──────── LISTED ENTRIES ────────

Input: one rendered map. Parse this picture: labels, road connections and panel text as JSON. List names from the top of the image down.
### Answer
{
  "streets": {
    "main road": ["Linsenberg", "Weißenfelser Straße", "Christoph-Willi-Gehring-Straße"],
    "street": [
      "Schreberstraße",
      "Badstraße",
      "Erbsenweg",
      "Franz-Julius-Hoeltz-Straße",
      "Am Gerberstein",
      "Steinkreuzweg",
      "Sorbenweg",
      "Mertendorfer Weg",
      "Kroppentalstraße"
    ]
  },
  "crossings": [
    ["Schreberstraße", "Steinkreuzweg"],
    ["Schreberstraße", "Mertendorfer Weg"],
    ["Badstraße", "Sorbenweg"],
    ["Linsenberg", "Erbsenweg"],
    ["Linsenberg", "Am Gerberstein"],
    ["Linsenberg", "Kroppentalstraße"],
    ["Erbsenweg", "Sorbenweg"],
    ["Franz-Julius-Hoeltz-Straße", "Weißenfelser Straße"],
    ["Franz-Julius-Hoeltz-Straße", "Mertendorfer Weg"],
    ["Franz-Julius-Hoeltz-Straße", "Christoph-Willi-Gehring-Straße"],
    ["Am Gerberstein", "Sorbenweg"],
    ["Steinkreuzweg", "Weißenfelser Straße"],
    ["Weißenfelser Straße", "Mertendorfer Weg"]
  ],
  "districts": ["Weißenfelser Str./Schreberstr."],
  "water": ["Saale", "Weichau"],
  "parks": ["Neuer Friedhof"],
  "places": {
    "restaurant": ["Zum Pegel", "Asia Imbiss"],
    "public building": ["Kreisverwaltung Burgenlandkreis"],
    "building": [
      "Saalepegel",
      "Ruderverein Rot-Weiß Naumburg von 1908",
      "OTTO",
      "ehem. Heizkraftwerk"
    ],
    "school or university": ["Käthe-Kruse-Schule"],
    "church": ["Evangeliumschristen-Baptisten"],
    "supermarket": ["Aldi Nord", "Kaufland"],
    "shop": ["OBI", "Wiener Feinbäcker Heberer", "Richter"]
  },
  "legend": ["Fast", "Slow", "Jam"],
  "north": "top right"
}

────────

Scan the entries for lines holding the string "Weißenfelser", then copy every one of them.

    "main road": ["Linsenberg", "Weißenfelser Straße", "Christoph-Willi-Gehring-Straße"],
    ["Franz-Julius-Hoeltz-Straße", "Weißenfelser Straße"],
    ["Steinkreuzweg", "Weißenfelser Straße"],
    ["Weißenfelser Straße", "Mertendorfer Weg"]
  "districts": ["Weißenfelser Str./Schreberstr."],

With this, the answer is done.